** DATA PROVIDED follows **
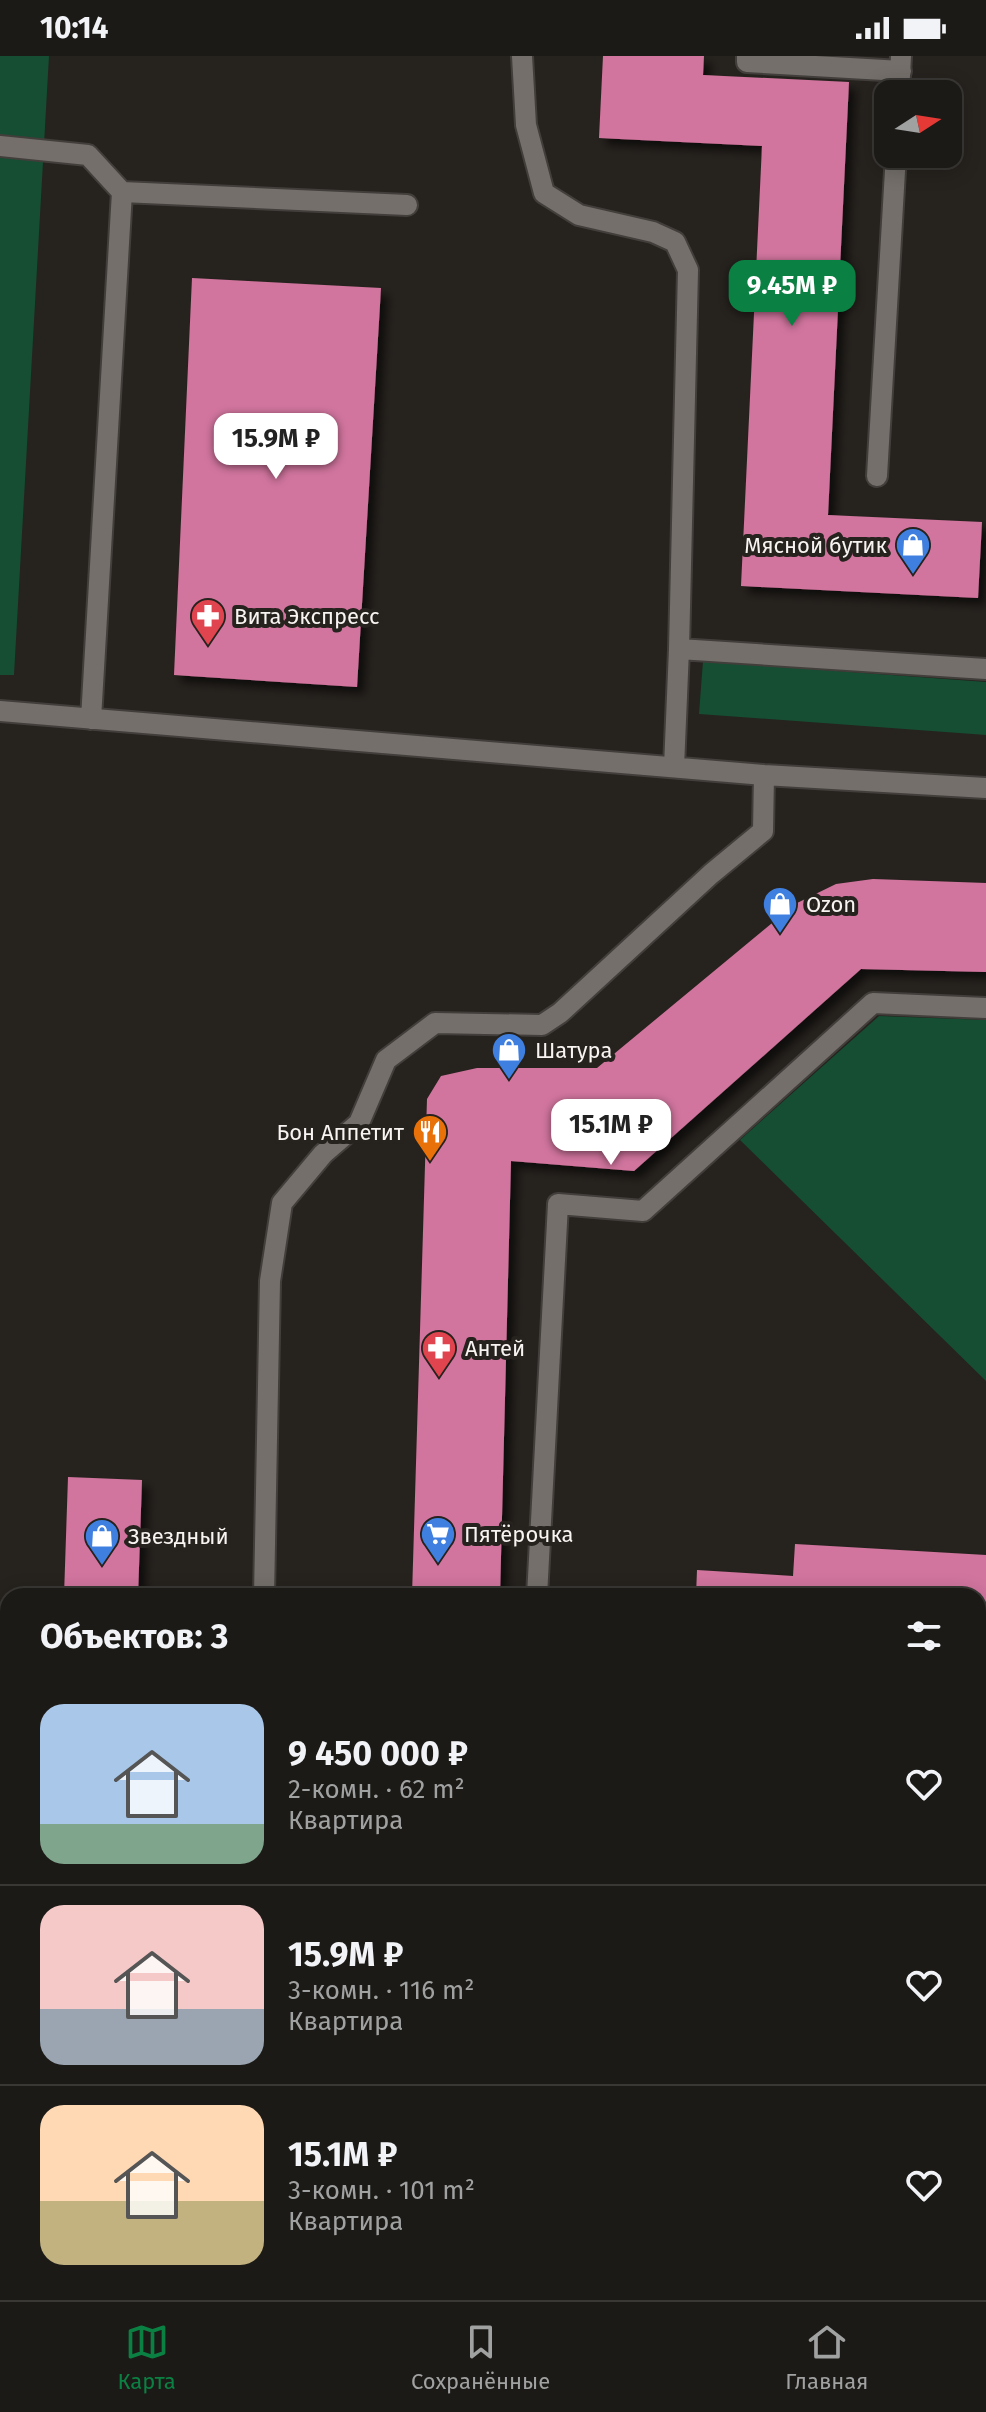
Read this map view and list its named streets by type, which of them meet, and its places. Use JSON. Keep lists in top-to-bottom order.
{
  "places": {
    "shop": [
      "Мясной бутик",
      "Ozon",
      "Шатура",
      "Звездный"
    ],
    "pharmacy": ["Вита Экспресс", "Антей"],
    "restaurant": ["Бон Аппетит"],
    "supermarket": ["Пятёрочка"]
  },
  "north": "right",
  "page": {
    "status": "10:14",
    "price": ["9.45M ₽", "15.9M ₽", "15.1M ₽"],
    "heading": "Объектов: 3",
    "list": [
      {
        "name": "9 450 000 ₽",
        "note": "2-комн. · 62 m² · Квартира"
      },
      {
        "name": "15.9M ₽",
        "note": "3-комн. · 116 m² · Квартира"
      },
      {
        "name": "15.1M ₽",
        "note": "3-комн. · 101 m² · Квартира"
      }
    ],
    "tabs": ["Карта", "Сохранённые", "Главная"]
  }
}
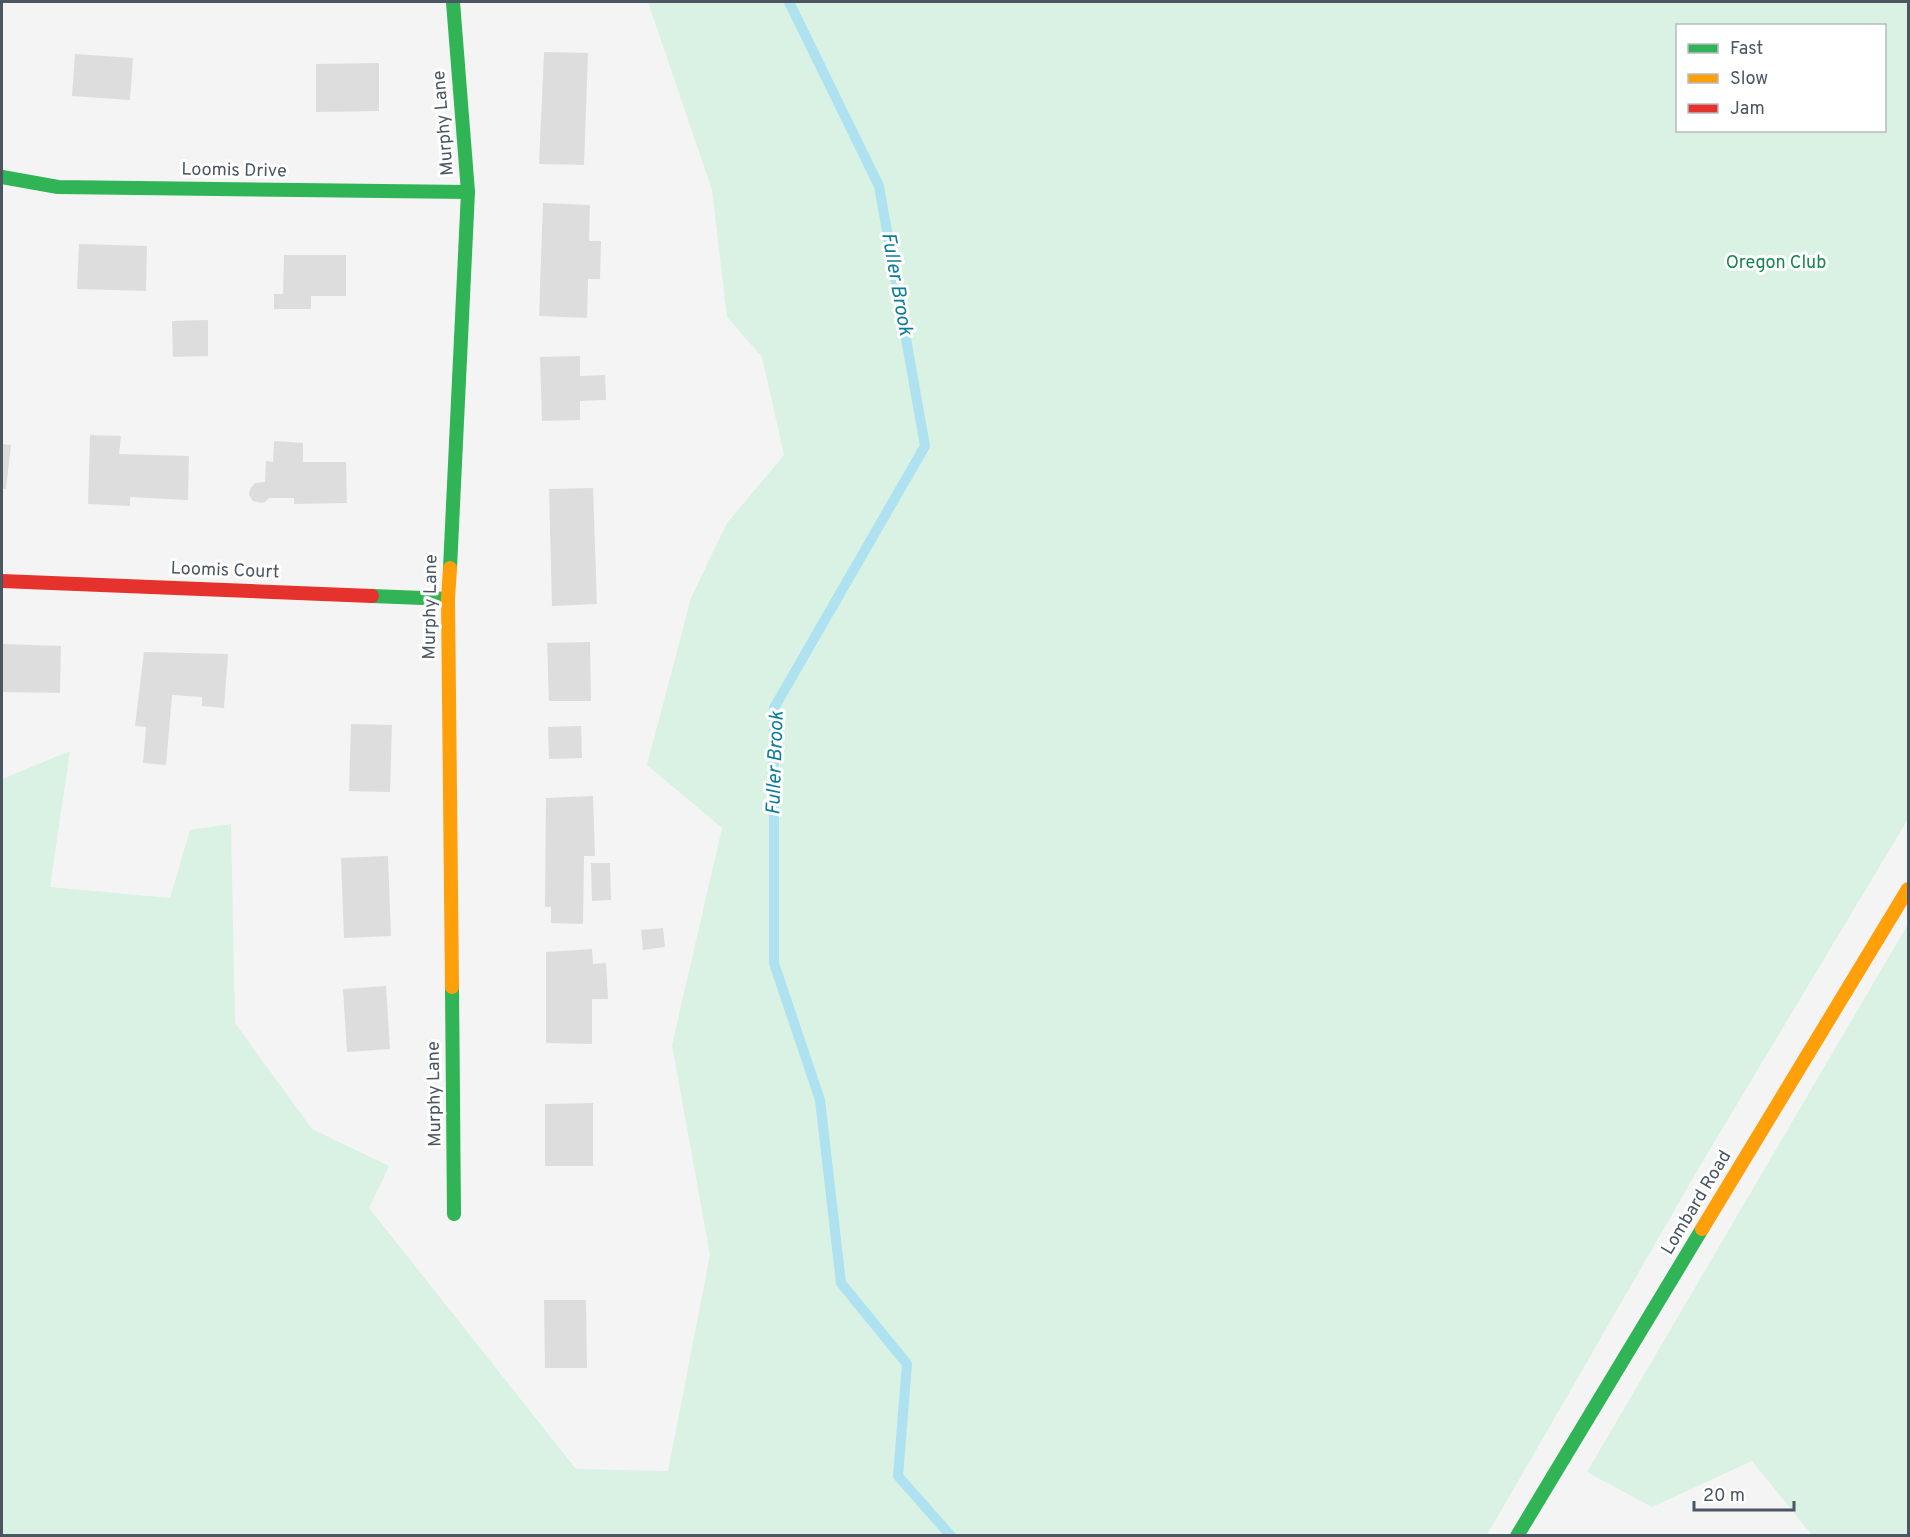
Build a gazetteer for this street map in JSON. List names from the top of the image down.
{
  "streets": {
    "street": [
      "Murphy Lane",
      "Loomis Drive",
      "Loomis Court",
      "Lombard Road"
    ]
  },
  "crossings": [
    ["Murphy Lane", "Loomis Drive"],
    ["Murphy Lane", "Loomis Court"]
  ],
  "water": ["Fuller Brook"],
  "parks": ["Oregon Club"],
  "legend": ["Fast", "Slow", "Jam"],
  "scale_bar": "20 m"
}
** End of DATA PROVIDED **
→ **TASK BRIEF**: In your copy of the listing above, reproduce each line exactly and omit all pictures.

→ **ANSWER SPACE**:
Read this map view and list its named streets by type, which of them meet, and its places. Use JSON. Keep lists in top-to-bottom order.
{
  "places": {
    "shop": [
      "Мясной бутик",
      "Ozon",
      "Шатура",
      "Звездный"
    ],
    "pharmacy": ["Вита Экспресс", "Антей"],
    "restaurant": ["Бон Аппетит"],
    "supermarket": ["Пятёрочка"]
  },
  "north": "right",
  "page": {
    "status": "10:14",
    "price": ["9.45M ₽", "15.9M ₽", "15.1M ₽"],
    "heading": "Объектов: 3",
    "list": [
      {
        "name": "9 450 000 ₽",
        "note": "2-комн. · 62 m² · Квартира"
      },
      {
        "name": "15.9M ₽",
        "note": "3-комн. · 116 m² · Квартира"
      },
      {
        "name": "15.1M ₽",
        "note": "3-комн. · 101 m² · Квартира"
      }
    ],
    "tabs": ["Карта", "Сохранённые", "Главная"]
  }
}
Build a gazetteer for this street map in JSON. List names from the top of the image down.
{
  "streets": {
    "street": [
      "Murphy Lane",
      "Loomis Drive",
      "Loomis Court",
      "Lombard Road"
    ]
  },
  "crossings": [
    ["Murphy Lane", "Loomis Drive"],
    ["Murphy Lane", "Loomis Court"]
  ],
  "water": ["Fuller Brook"],
  "parks": ["Oregon Club"],
  "legend": ["Fast", "Slow", "Jam"],
  "scale_bar": "20 m"
}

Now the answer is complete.